Боролись мы (я, как минимум) за проект стратегической модернизации России. Причем я лично боролся за это не как за свой проект. А как за проект, мне чуждый, но для России вполне приемлемый. Точнее даже, спасительный. А потому я считал необходимым перешагнуть через эту чуждость.
Теперь о том, на что напоролись. Напоролись на забалтывание слов. А также на превращение уже измочаленных слов в не слишком убедительные инициативы частного характера. Типа… (модное сейчас словцо)… типа "институт общественных проектов".
Всегда в таких случаях возникает вопрос – что это такое? Это "всходят посеянные семена"? Или слова крадутся (что отнюдь не страшно) и выхолащиваются (что намного страшнее)? А потом вокруг выхолощенных слов (иначе – словесных пузырей) что-то "наваривается". Казалось бы, "наваривается" – и ладно. Беда в другом: в этом "наваре" топится, уничтожается содержание.
Что представляется мне крайне опасным. Потому что без содержания форма не существует. Или существует чудовищным (это называется "превращенным") образом. Государство – это форма, требующая своего содержания. И потому коллизия отрыва формы от содержания, противопоставления формы содержанию ("превращения") – это не высоколобый экзерсис, а ключевой вопрос государственной и национальной безопасности.
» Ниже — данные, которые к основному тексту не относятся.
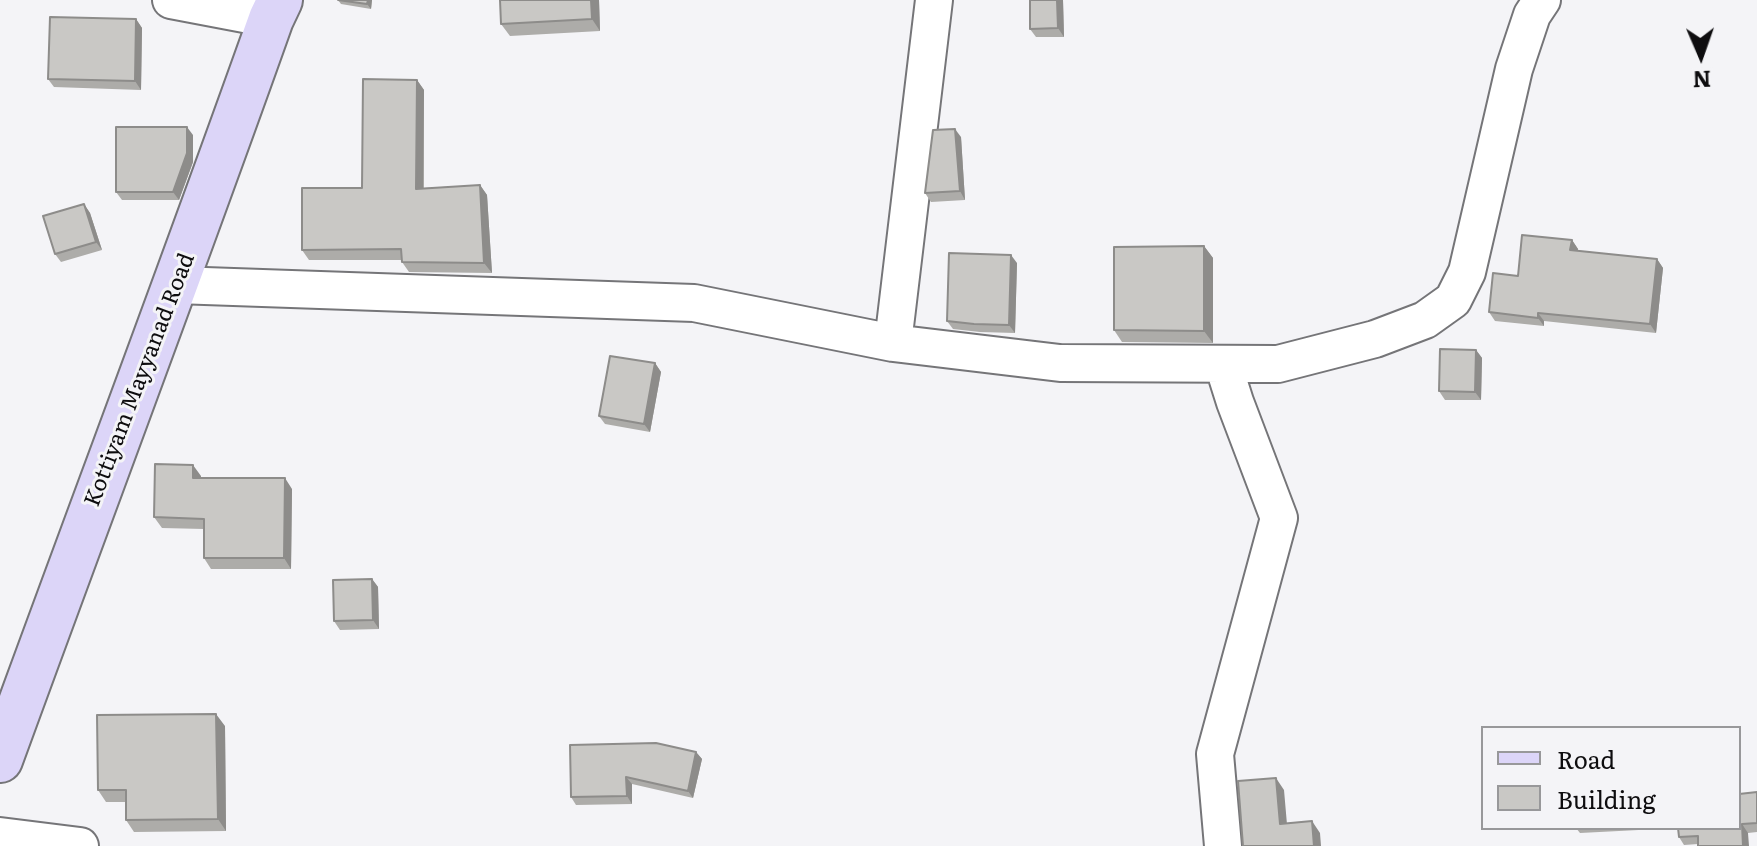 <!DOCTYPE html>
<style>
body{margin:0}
#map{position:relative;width:1757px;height:846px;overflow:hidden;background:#f4f4f7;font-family:Literata,serif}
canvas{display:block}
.legend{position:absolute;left:1481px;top:726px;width:260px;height:104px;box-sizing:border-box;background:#f4f4f7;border:2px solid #98989a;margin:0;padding:10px 14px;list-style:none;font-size:24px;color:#0e0d0f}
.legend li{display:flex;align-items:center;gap:16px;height:40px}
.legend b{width:40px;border:2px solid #98989a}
.north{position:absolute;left:1661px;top:16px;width:80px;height:80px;-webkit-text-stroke:6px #f4f4f7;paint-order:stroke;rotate:178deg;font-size:22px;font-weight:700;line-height:32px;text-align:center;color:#0e0d0f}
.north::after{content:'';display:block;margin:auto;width:28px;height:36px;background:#0e0d0f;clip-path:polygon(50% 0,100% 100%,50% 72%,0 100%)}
</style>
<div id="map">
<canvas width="1757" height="846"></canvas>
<ul class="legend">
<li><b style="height:10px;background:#dcd5f8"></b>Road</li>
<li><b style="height:22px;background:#c9c8c5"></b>Building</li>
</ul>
<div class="north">N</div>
</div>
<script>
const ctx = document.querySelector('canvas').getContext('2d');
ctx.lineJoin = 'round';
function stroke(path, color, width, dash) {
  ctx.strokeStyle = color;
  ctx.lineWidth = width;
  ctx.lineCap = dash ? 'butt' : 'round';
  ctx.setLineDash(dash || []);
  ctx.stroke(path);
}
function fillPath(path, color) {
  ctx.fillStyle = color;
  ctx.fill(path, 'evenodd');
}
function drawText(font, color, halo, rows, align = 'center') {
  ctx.font = font + ' Literata,serif';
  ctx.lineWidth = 6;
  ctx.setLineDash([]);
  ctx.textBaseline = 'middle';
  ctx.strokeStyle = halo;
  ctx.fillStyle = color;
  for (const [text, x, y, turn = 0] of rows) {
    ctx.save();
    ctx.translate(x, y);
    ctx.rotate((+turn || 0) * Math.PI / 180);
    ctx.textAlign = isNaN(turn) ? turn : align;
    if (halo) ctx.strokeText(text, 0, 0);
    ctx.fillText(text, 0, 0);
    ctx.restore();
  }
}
const street = new Path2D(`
 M171,0L271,19
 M176,285L694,303L893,343L1060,363L1278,364L1375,339L1425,320L1453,300L1467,272L1514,69L1532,15L1542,0
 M893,343L934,0
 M0,836L80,846
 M1223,846L1215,754L1279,518L1235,402L1223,364`);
const secondary = new Path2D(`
 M0,760C90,513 183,267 271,19L280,0`);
stroke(street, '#757578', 40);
stroke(secondary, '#757578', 48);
stroke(street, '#fff', 36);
stroke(secondary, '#dcd5f8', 44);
fillPath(new Path2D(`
 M338,0H372L371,9L341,4Z
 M599,0L600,31L510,36L501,24Z
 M1030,0H1063L1064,37H1036L1030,29Z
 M136,19L142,28L141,90L54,87L48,79Z
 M417,80L424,90V188L480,185L487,195L492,273L409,272L402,262V260H309L302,250L362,188Z
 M193,135V162L179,200H122L116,192Z
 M961,137L965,200L931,202L925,193Z
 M84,204L90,213L102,250L61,262L55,254Z
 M1572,240L1578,249L1577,251L1657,259L1663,268L1656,333L1544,321V326L1495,321L1489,312L1518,276Z
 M1204,246L1213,258V343L1122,342L1114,330Z
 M1017,263L1015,333L980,332L953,329L947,321Z
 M1476,350L1482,358L1481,400H1445L1439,391Z
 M655,363L661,372L650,432L605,424L599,416Z
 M201,476V478L292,489L291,569H211L204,558V529L162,528L154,517Z
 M372,579L378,587L379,629L340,630L334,621Z
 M225,726L226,831L134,832L126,820V802H106L98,790Z
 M696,752L702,759L693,798L632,784V804L576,805L571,797Z
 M1757,792V832L1748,833L1698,844L1684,845L1679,837Z
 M1576,828H1658V829L1580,833Z`), '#adaca9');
fillPath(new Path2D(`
 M368,0H372L371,9L367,4Z
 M591,0H599L600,31L592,19Z
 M1057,0H1063L1064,37L1058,28Z
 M136,19L142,28L141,90L135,81Z
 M417,80L424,90L423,199L416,189Z
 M187,127L193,135V162L179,200L173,192Z
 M955,129L961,137L965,200L960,191Z
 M480,185L487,195L492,273L484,263Z
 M84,204L90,213L102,250L96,242Z
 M1572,240L1578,249L1576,259L1570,250Z
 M1204,246L1213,258V343L1204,331Z
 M1011,255L1017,263L1015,333L1009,325Z
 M1657,259L1663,268L1656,333L1650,324Z
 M1538,313L1544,321V326L1538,318Z
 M1476,350L1482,358L1481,400L1475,392Z
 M655,363L661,372L650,432L644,424Z
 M193,465L201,476V489L193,478Z
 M285,478L292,489L291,569L284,558Z
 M372,579L378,587L379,629L373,620Z
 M216,714L225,726L226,831L218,819Z
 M696,752L702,759L693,798L688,791Z
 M626,777L632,784V804L627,796Z
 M1276,778L1284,790L1288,836L1280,824Z
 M1312,821L1320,833L1321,846H1314Z
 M1742,824L1748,833L1749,846H1743Z`), '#8d8c8a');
const building = new Path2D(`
 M338,0H368L367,4Z
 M500,0H591L592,19L501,24Z
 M1030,0H1057L1058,28L1030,29Z
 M50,17L136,19L135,81L48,79Z
 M363,79L417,80L416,189L480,185L484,263L402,262L401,249L302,250V188H362Z
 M116,127H187V153L173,192H116Z
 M955,129L960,191L925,193L933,130Z
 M84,204L96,242L55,254L43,216Z
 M1522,235L1572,240L1570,250L1657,259L1650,324L1538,313V318L1489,312L1493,273L1518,276Z
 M1204,246V331L1114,330V247Z
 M949,253L1011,255L1009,325L974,324L947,321Z
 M1440,349L1476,350L1475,392L1439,391Z
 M610,356L655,363L644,424L599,416Z
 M155,464L193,465V478H285L284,558H204V519L154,517Z
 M372,579L373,620L334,621L333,580Z
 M216,714L218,819L126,820V790H98L97,715Z
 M656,743L696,752L688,791L626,777L627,796L571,797L570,745Z
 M1276,778L1280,824L1312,821L1314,846H1243L1238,781Z
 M1757,792V823L1742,824L1743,846H1698V836L1679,837L1678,828H1739V794Z`);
fillPath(building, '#c9c8c5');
stroke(building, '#8d8c8a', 2);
drawText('22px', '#0e0d0f', '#f4f4f7', [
 ["Kottiyam Mayyanad Road",140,380,-69]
]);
</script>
Попробуем, однако, не забегая вперед, проанализировать, как все это работает в том, что касается исследуемого нами слова "проект".
Итак, сейчас все наперебой обсуждают проекты: коммунистический, националистический, левый, правый, лево-правый… Проекты множатся, дробятся, слипаются (либеральный, консервативный… либерально-консервативный и т.д.).
Обращаясь к собравшимся, я заклинаю тех, кто может это сделать (а я вижу здесь таковых): просветите на сей счет мутные головы своих "интеллектуально опекаемых" политиков!